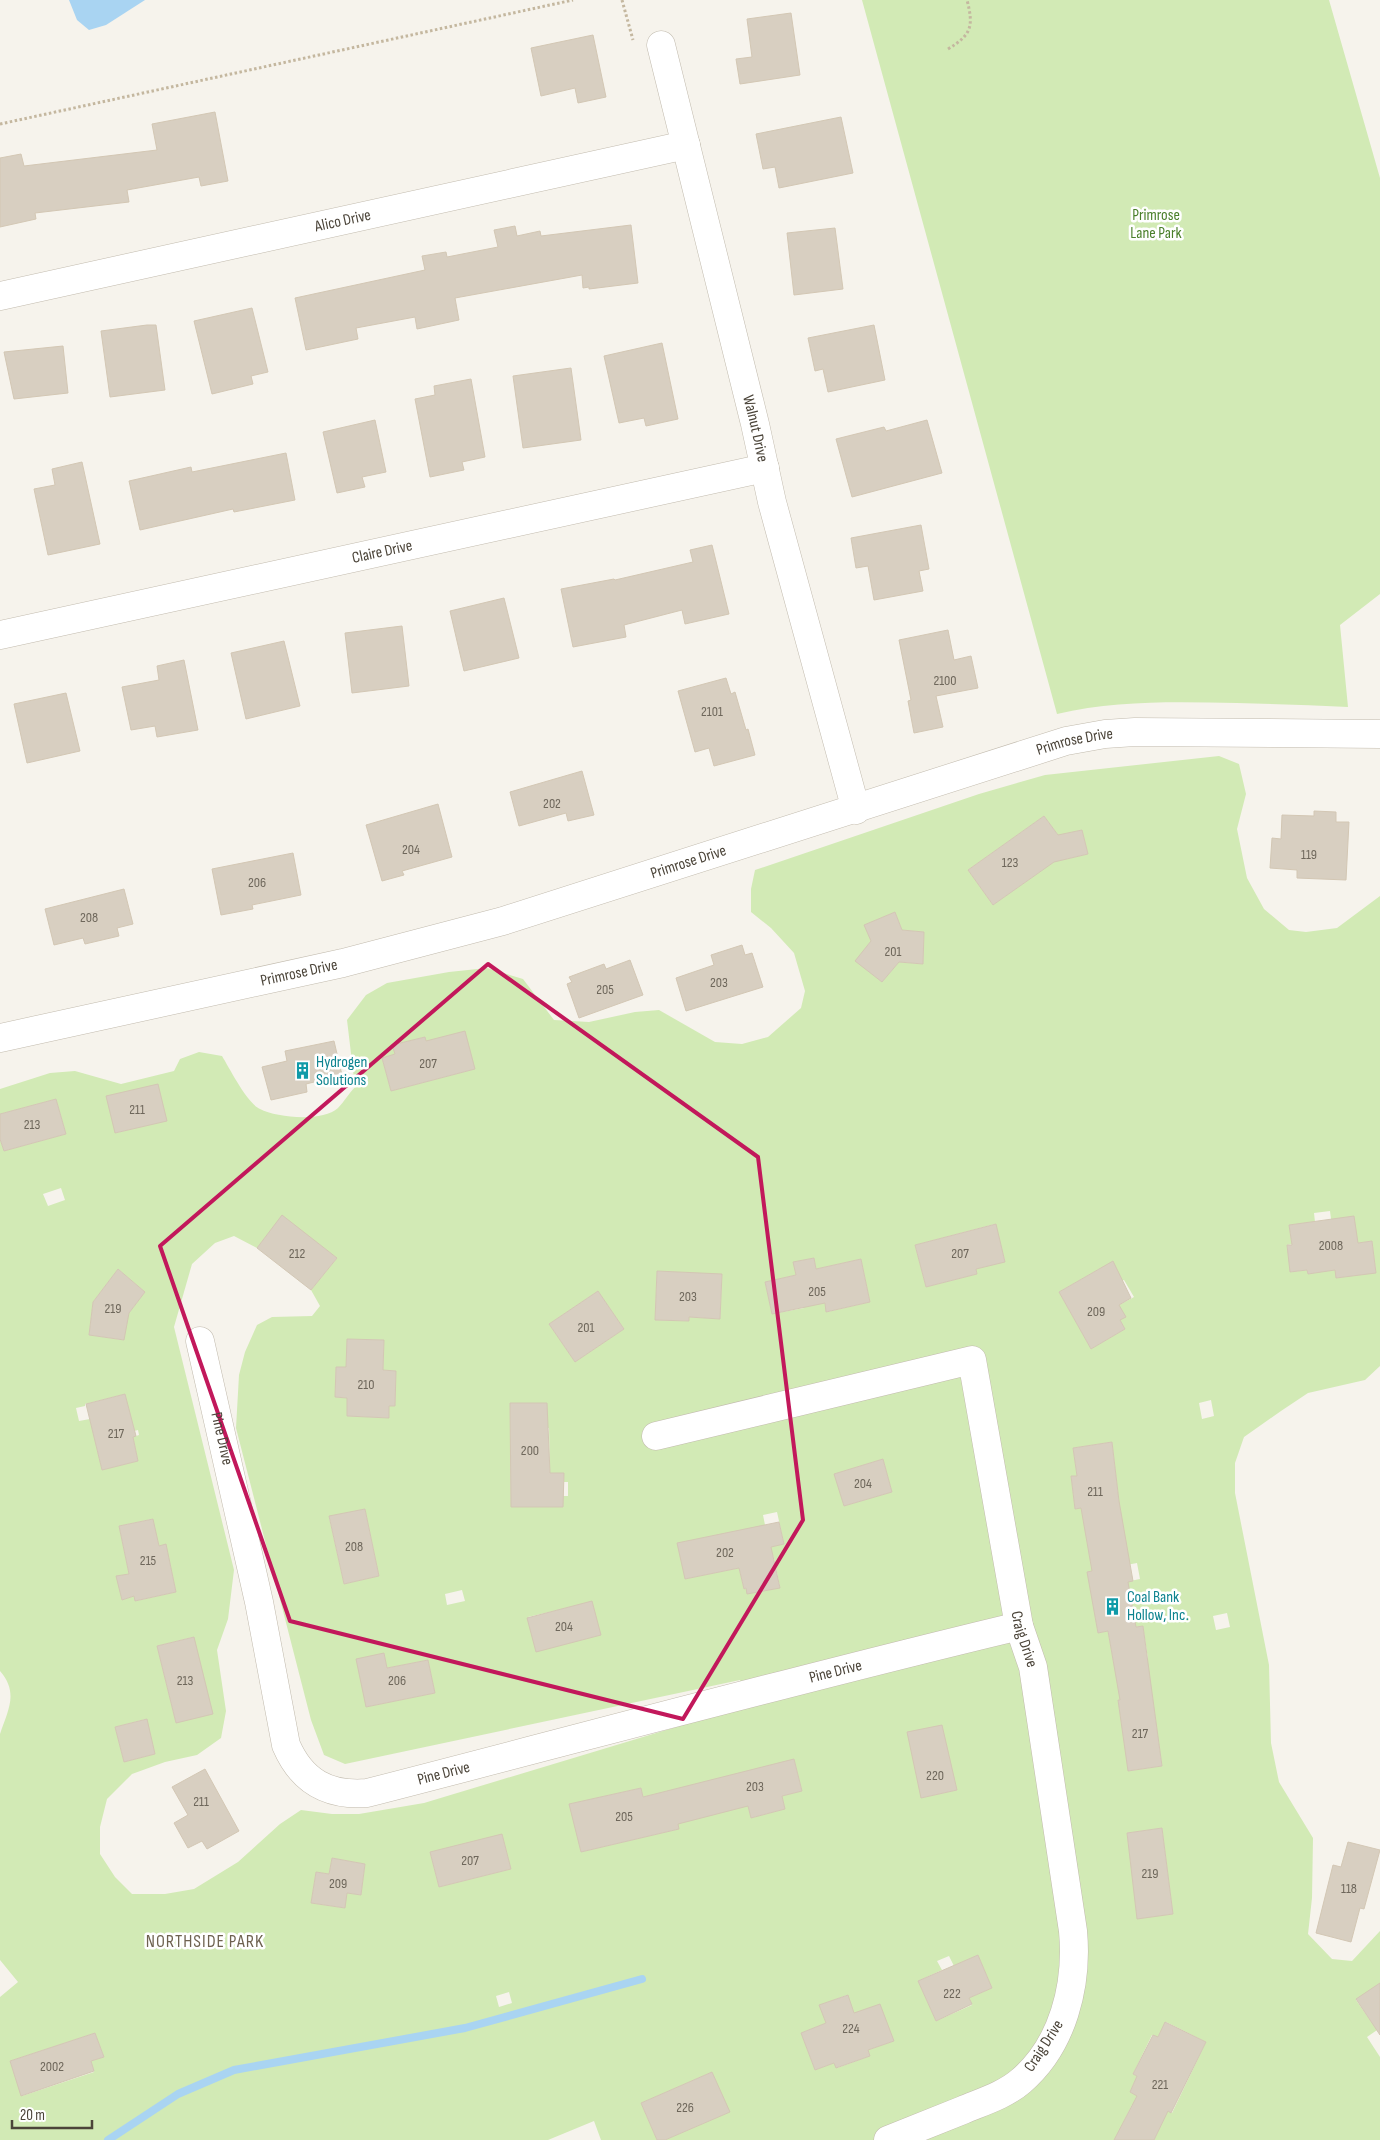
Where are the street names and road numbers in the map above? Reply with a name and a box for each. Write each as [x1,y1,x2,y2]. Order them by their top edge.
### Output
street label: Alico Drive [312,205,373,236]
street label: Walnut Drive [739,393,772,464]
street label: Claire Drive [350,536,414,567]
street label: Primrose Drive [1034,724,1114,759]
street label: Primrose Drive [648,841,728,883]
street label: Primrose Drive [259,955,339,990]
street label: Pine Drive [207,1410,237,1467]
street label: Craig Drive [1007,1609,1042,1670]
street label: Pine Drive [807,1656,864,1687]
street label: Pine Drive [415,1757,472,1789]
street label: Craig Drive [1020,2016,1068,2076]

....

• _Exercise details_: Should the entries hold any pictures, please omit those and print the remaining text exactly.

• _Exercise result_:
Where are the street names and road numbers in the map above? Reply with a name and a box for each. Write each as [x1,y1,x2,y2]. Order them by their top edge.
### Output
street label: Alico Drive [312,205,373,236]
street label: Walnut Drive [739,393,772,464]
street label: Claire Drive [350,536,414,567]
street label: Primrose Drive [1034,724,1114,759]
street label: Primrose Drive [648,841,728,883]
street label: Primrose Drive [259,955,339,990]
street label: Pine Drive [207,1410,237,1467]
street label: Craig Drive [1007,1609,1042,1670]
street label: Pine Drive [807,1656,864,1687]
street label: Pine Drive [415,1757,472,1789]
street label: Craig Drive [1020,2016,1068,2076]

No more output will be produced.